Unlike friends Ronald Reagan and Charlton Heston—both of whom were active Democrats until they became Republicans at middle age—Jane Russell, I later learned, was a lifelong Republican who once called the Democratic Party “crazy.” Along with Reagan, Heston, and Robert Mitchum (with whom she co-starred in His Kind of Woman), she belonged to the conservative faction of the Screen Actors Guild that was always battling the Left in the motion picture industry.
In her autobiography, Russell admitted that she had become pregnant while in high school and had undergone an abortion. Believing that this may have been related to her later inability to conceive (Russell and first husband, Los Angeles Rams quarterback Bob Waterfield, adopted three children), the actress became a fighting pro-lifer who opposed abortion under any circumstances.
Russell campaigned for conservative Republican candidates in California. When she appeared at an event for state Sen. Dick Mountjoy, father of the state’s anti-illegal immigration Proposition 187, the conservative lawmaker later told me, Russell embraced him warmly. And, Mountjoy said, “I told her, ‘Jane, when I was in the service, I would have killed for this opportunity!’ ”

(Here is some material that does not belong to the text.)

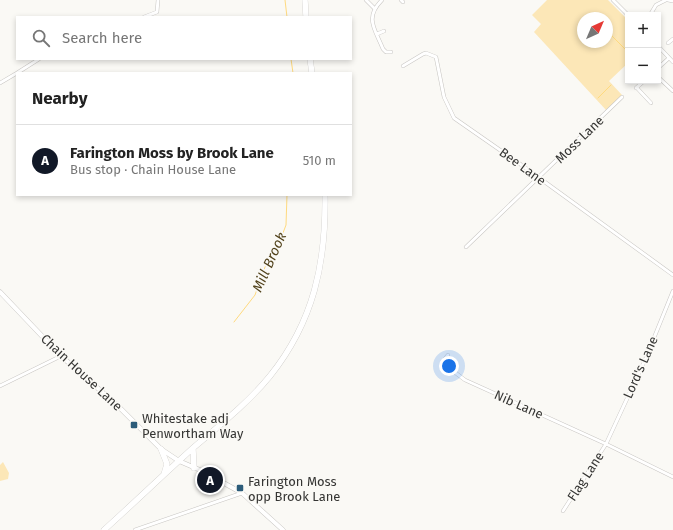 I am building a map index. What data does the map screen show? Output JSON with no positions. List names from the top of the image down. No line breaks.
{"streets":{"street":["Moss Lane","Bee Lane","Lord's Lane","Chain House Lane","Nib Lane","Flag Lane"]},"crossings":[["Moss Lane","Bee Lane"],["Lord's Lane","Nib Lane"],["Lord's Lane","Flag Lane"],["Nib Lane","Flag Lane"]],"water":["Mill Brook"],"places":{"transit":["Whitestake adj Penwortham Way","Farington Moss opp Brook Lane"]},"north":"top right","page":{"map_buttons":["+","−"],"search":"Search here","heading":"Nearby","list":[{"mark":"A","name":"Farington Moss by Brook Lane","note":"Bus stop · Chain House Lane","value":"510 m"}],"pins":"A"}} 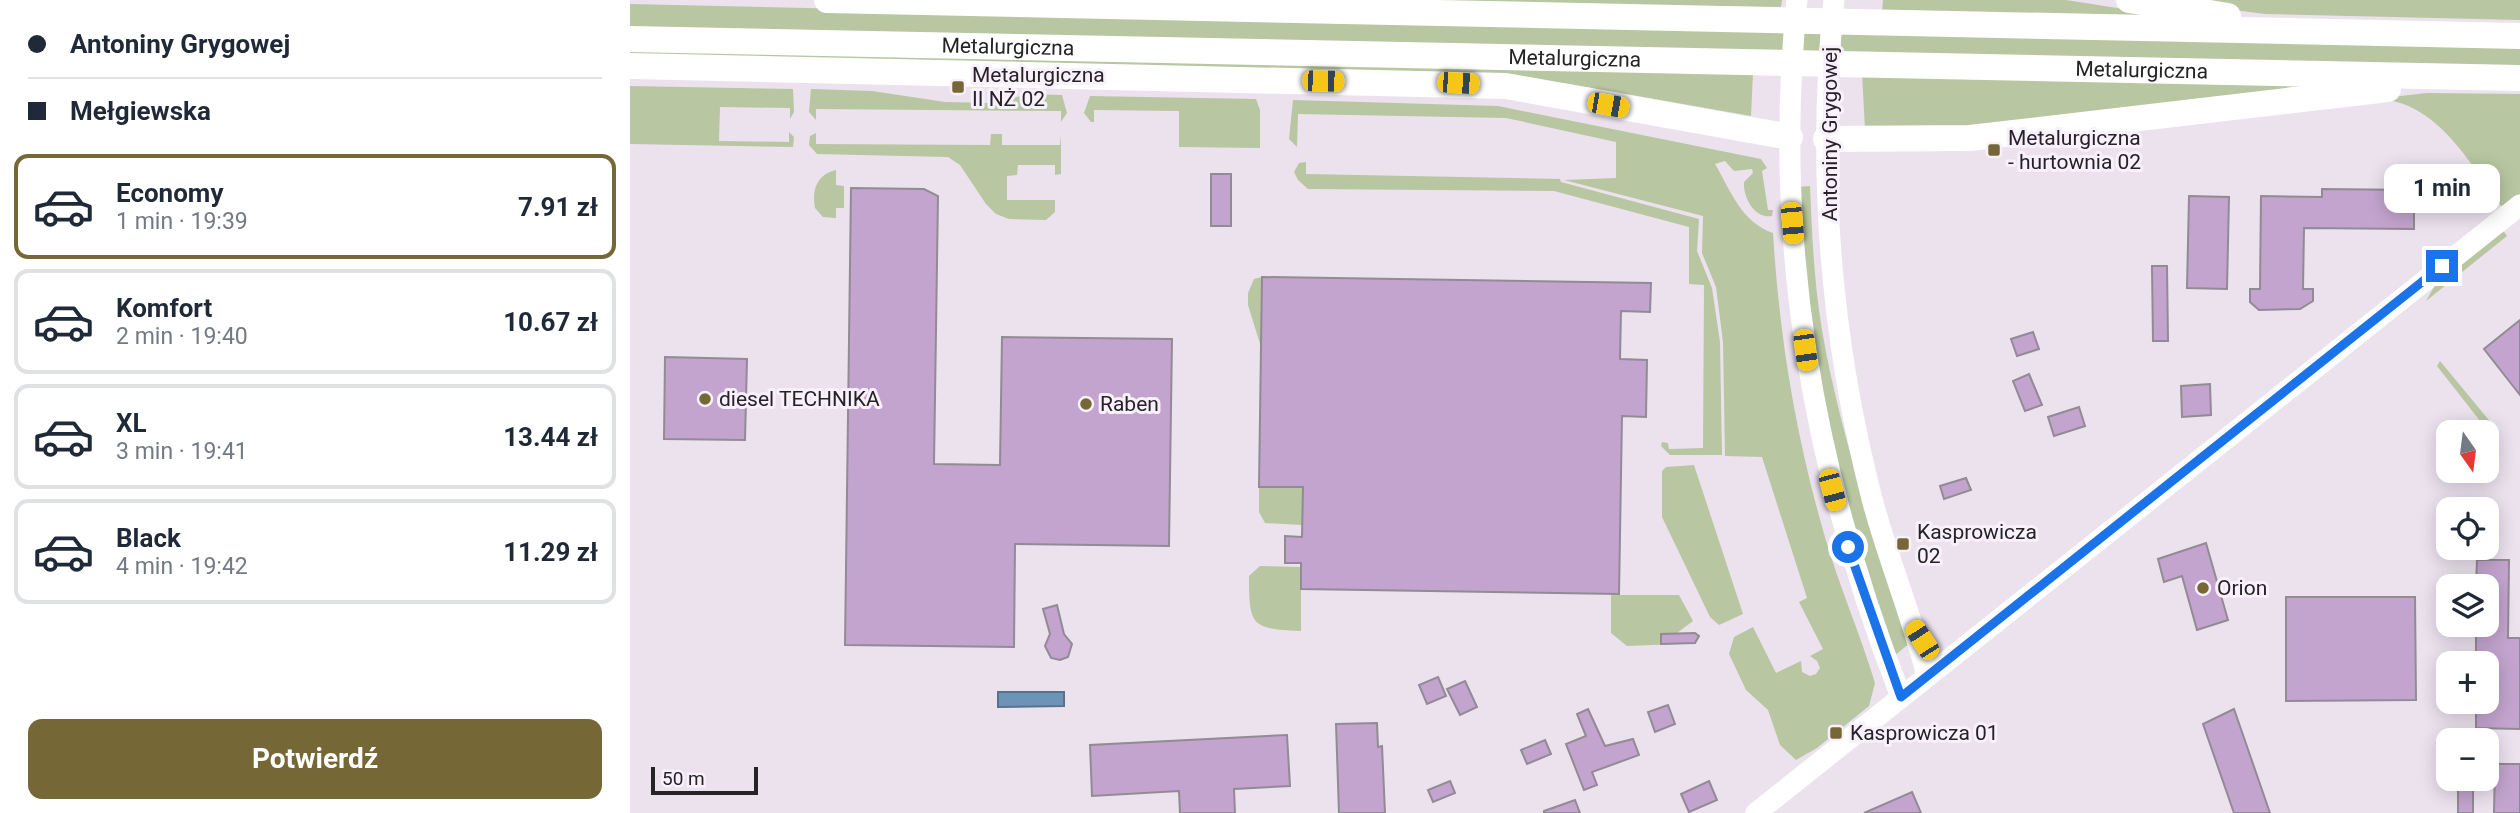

She later spoke out strongly in favor of the U.S. action in Iraq under George W. Bush. Well into her 80s, Russell attended several national Conservative Political Action Conferences in Washington, D.C., where she was often mobbed by well-wishers and autograph-seekers. Asked once by the Washington Times what she was doing at a CPAC, the then-retired actress replied without hesitation: “I belong here!“
When Jane Russell appeared at that Los Angeles conference in 2001, she made it clear she was there as a fellow conservative and not a celebrity. But I finally did draw her aside and ask her to autograph some postcards, notably for my movie-buff friend and Republican activist Tom Klunzinger of Lansing, Mich., and my father, a World War II veteran. She complied graciously.
Tancredo, then-state Sen. (now U.S. Rep.) Tom McClintock (R.-Calif.), and I recall very few details of that Western CPAC a decade ago.
But we all remember meeting Jane Russell there—and undoubtedly will never forget it or her.